HostFaultInjection

public class HostFaultInjection extends CloudSimEntity

Generates random failures for the Pe’s of Hosts inside a given Datacenter. A Fault Injection object usually has to be created after the VMs are created, to make it easier to define a function to be used to clone failed VMs. The events happens in the following order:

  1. a time to inject a Host failure is generated using a given Random Number Generator;
  2. a Host is randomly selected to fail at that time using an internal Uniform Random Number Generator with the same seed of the given generator;
  3. the number of Host PEs to fail is randomly generated using the internal generator;
  4. failed physical PEs are removed from affected VMs, VMs with no remaining PEs and destroying and clones of them are submitted to the DatacenterBroker of the failed VMs;
  5. another failure is scheduled for a future time using the given generator;
  6. the process repeats until the end of the simulation.

When Host’s PEs fail, if there are more available PEs than the required by its running VMs, no VM will be affected.

Considering that X is the number of failed PEs and it is lower than the total available PEs.
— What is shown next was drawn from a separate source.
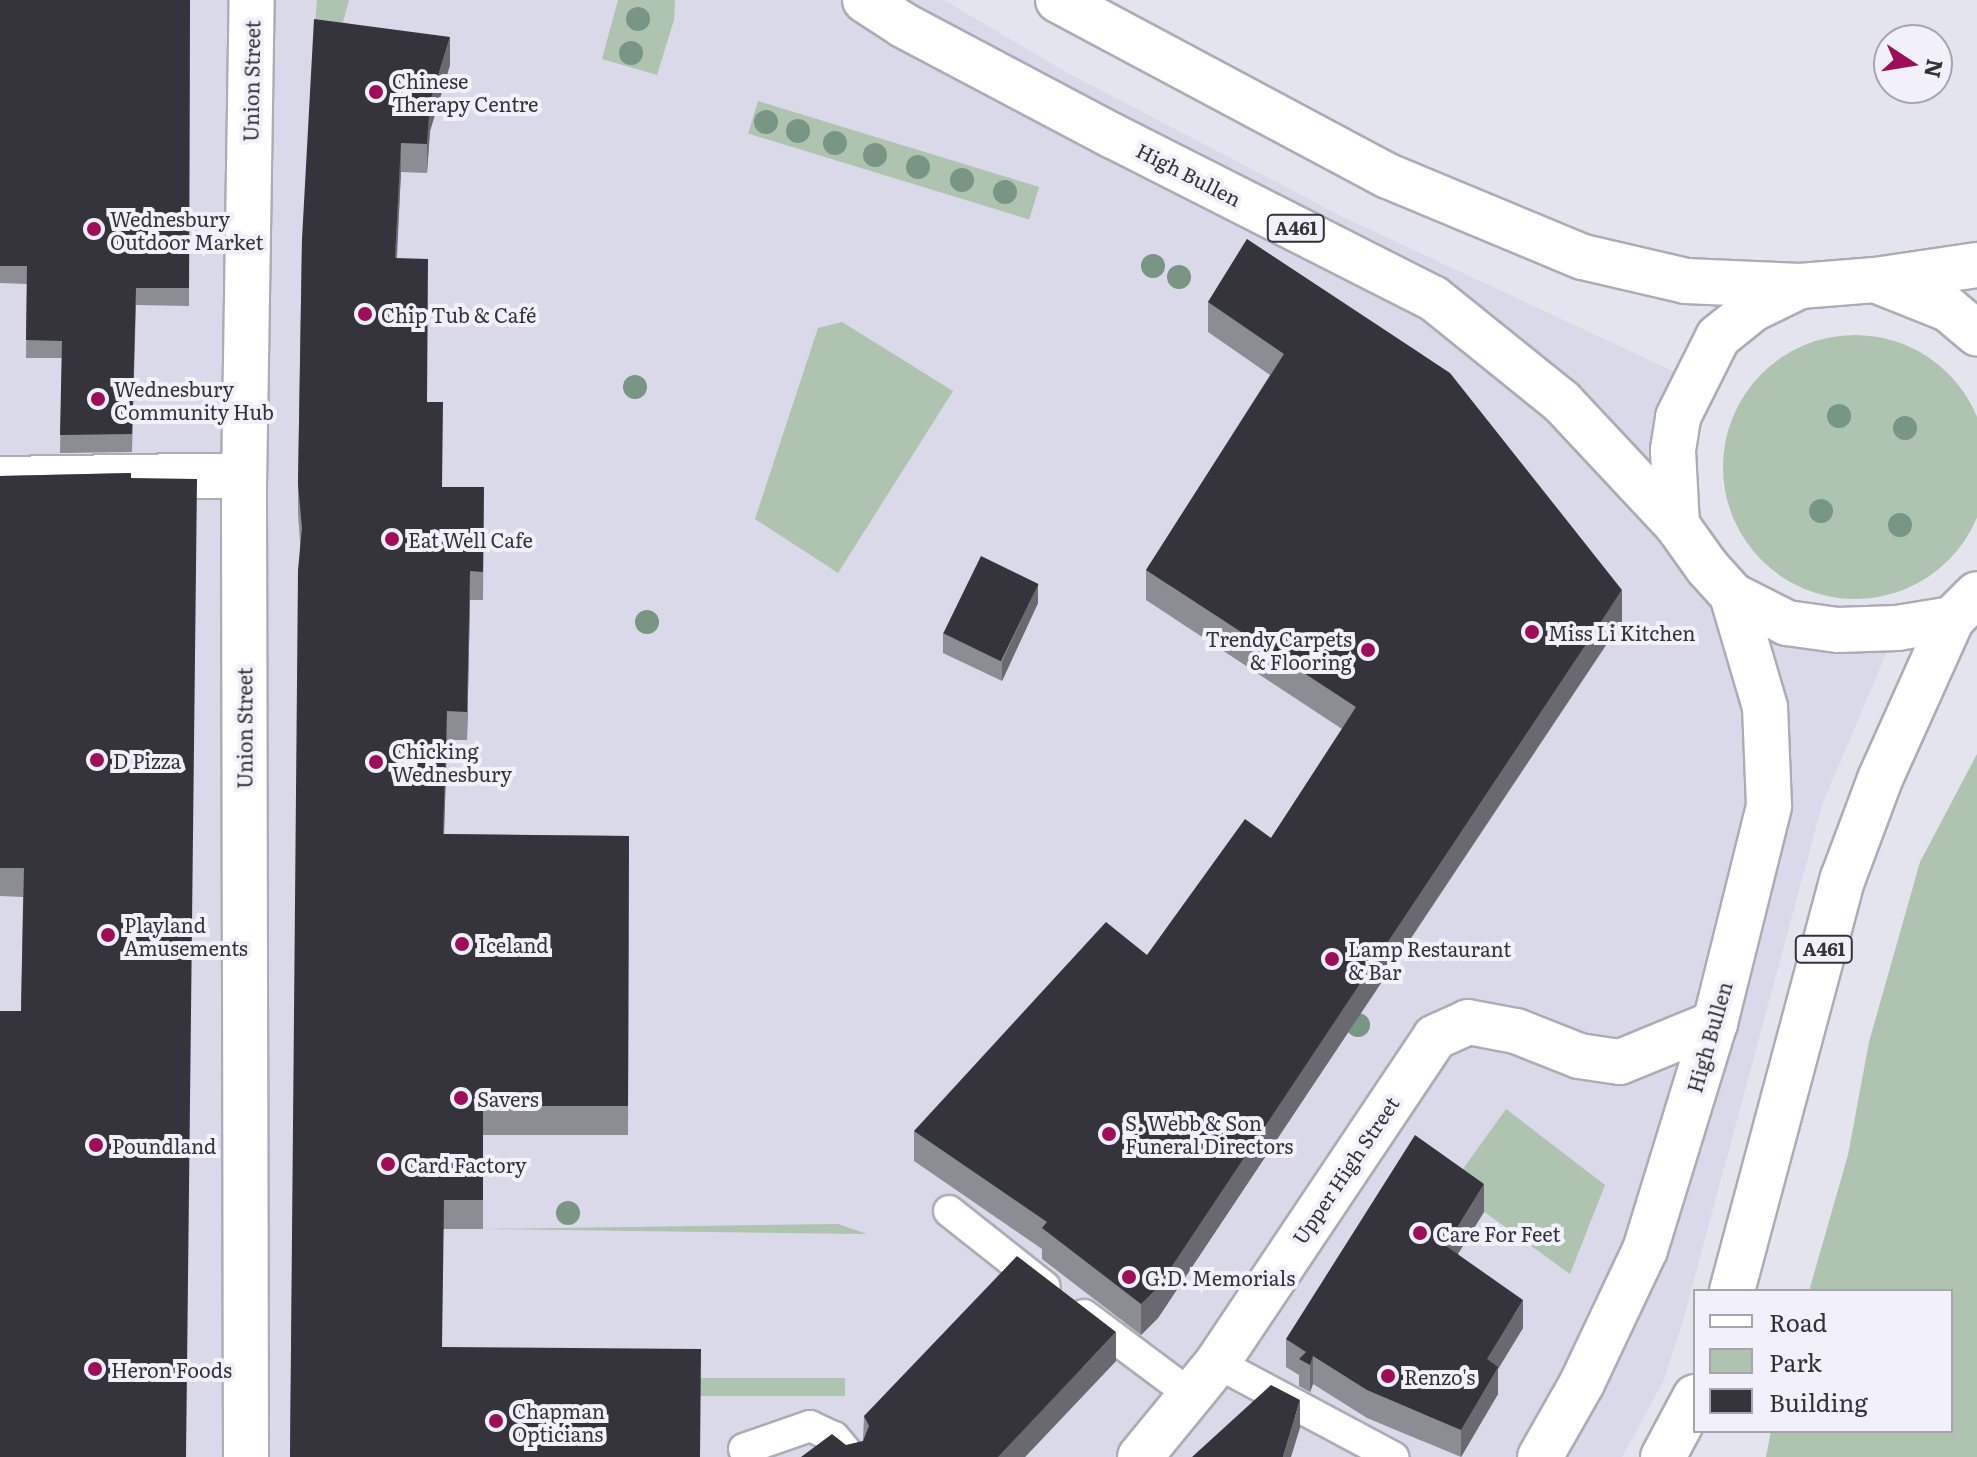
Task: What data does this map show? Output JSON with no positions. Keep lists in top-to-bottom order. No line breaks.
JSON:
{"streets":{"main road":["Union Street","High Bullen","A461","Upper High Street"]},"crossings":[["High Bullen","A461"],["High Bullen","Upper High Street"]],"places":["Chinese Therapy Centre","Wednesbury Outdoor Market","Chip Tub & Café","Wednesbury Community Hub","Eat Well Cafe","Miss Li Kitchen","Trendy Carpets & Flooring","D Pizza","Chicking Wednesbury","Playland Amusements","Iceland","Lamp Restaurant & Bar","Savers","S. Webb & Son Funeral Directors","Poundland","Card Factory","Care For Feet","G.D. Memorials","Heron Foods","Renzo's","Chapman Opticians"],"legend":["Road","Park","Building"],"north":"right"}
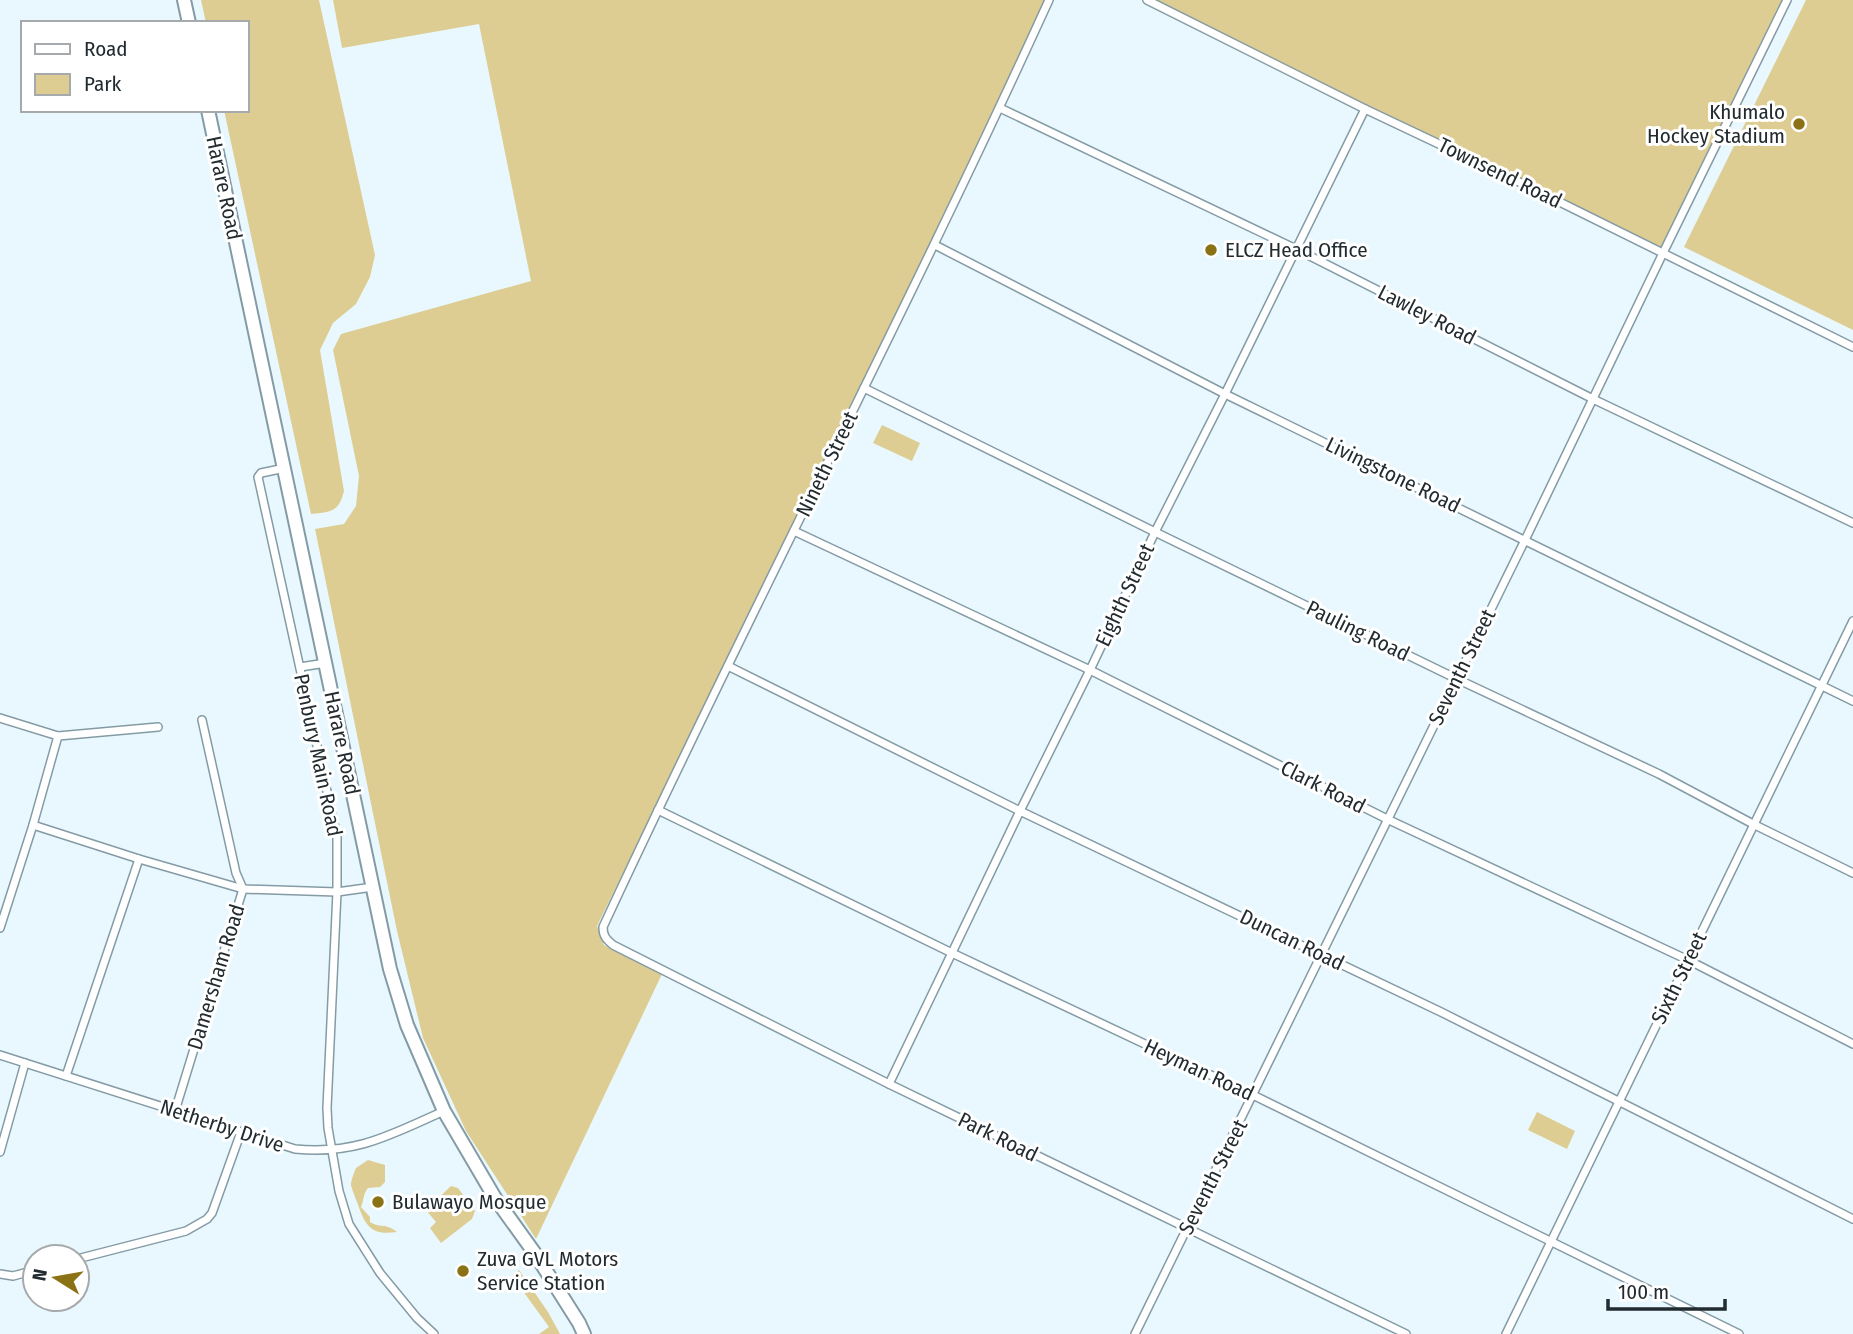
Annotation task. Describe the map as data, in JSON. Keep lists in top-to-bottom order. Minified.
{"streets":{"highway":["Harare Road"],"street":["Townsend Road","Lawley Road","Nineth Street","Livingstone Road","Eighth Street","Pauling Road","Seventh Street","Penbury Main Road","Clark Road","Duncan Road","Damersham Road","Sixth Street","Heyman Road","Netherby Drive","Park Road"]},"crossings":[["Townsend Road","Eighth Street"],["Townsend Road","Seventh Street"],["Harare Road","Penbury Main Road"],["Harare Road","Netherby Drive"],["Lawley Road","Nineth Street"],["Lawley Road","Eighth Street"],["Lawley Road","Seventh Street"],["Nineth Street","Livingstone Road"],["Nineth Street","Pauling Road"],["Nineth Street","Clark Road"],["Nineth Street","Duncan Road"],["Nineth Street","Heyman Road"],["Nineth Street","Park Road"],["Livingstone Road","Eighth Street"],["Livingstone Road","Seventh Street"],["Livingstone Road","Sixth Street"],["Eighth Street","Pauling Road"],["Eighth Street","Clark Road"],["Eighth Street","Duncan Road"],["Eighth Street","Heyman Road"],["Eighth Street","Park Road"],["Pauling Road","Seventh Street"],["Pauling Road","Sixth Street"],["Seventh Street","Clark Road"],["Seventh Street","Duncan Road"],["Seventh Street","Heyman Road"],["Seventh Street","Park Road"],["Penbury Main Road","Netherby Drive"],["Clark Road","Sixth Street"],["Duncan Road","Sixth Street"],["Damersham Road","Netherby Drive"],["Sixth Street","Heyman Road"]],"places":["Khumalo Hockey Stadium","ELCZ Head Office","Bulawayo Mosque","Zuva GVL Motors Service Station"],"legend":["Road","Park"],"scale_bar":"100 m","north":"left"}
In this case, the X PEs will be removed cyclically, 1 by 1, from running VMs. This way, some VMs may continue running with less PEs than they requested initially. On the other hand, if after the failure the number of Host working PEs is lower than the required to run all VMs, some VMs will be destroyed.

If all PEs are removed from a VM, it is automatically destroyed and a snapshot (clone) from it is taken and submitted to the broker, so that the clone can start executing into another host. In this case, all the cloudlets which were running inside the VM yet, will be cloned to and restart executing from the beginning.

If a cloudlet running inside a VM which was affected by a PE failure requires Y PEs but the VMs doesn’t have such PEs anymore, the Cloudlet will continue executing, but it will spend more time to finish. For instance, if a Cloudlet requires 2 PEs but after the failure the VM was left with just 1 PE, the Cloudlet will spend the double of the time to finish.

NOTES:

  • Host PEs failures may happen after all its VMs have finished executing. This way, the presented simulation results may show that the number of PEs into a Host is lower than the required by its VMs. In this case, the VMs shown in the results finished executing before some failures have happened. Analysing the logs is easy to confirm that.
  • Failures inter-arrivals are defined in minutes, since seconds is a too small time unit to define such value. Furthermore, it doesn’t make sense to define the number of failures per second. This way, the generator of failure arrival times given to the constructor considers the time in minutes, despite the simulation time unit is seconds. Since commonly Cloudlets just take some seconds to finish, mainly in simulation examples, failures may happen just after the cloudlets have finished. This way, one usually should make sure that Cloudlets’ length are large enough to allow failures to happen before they end.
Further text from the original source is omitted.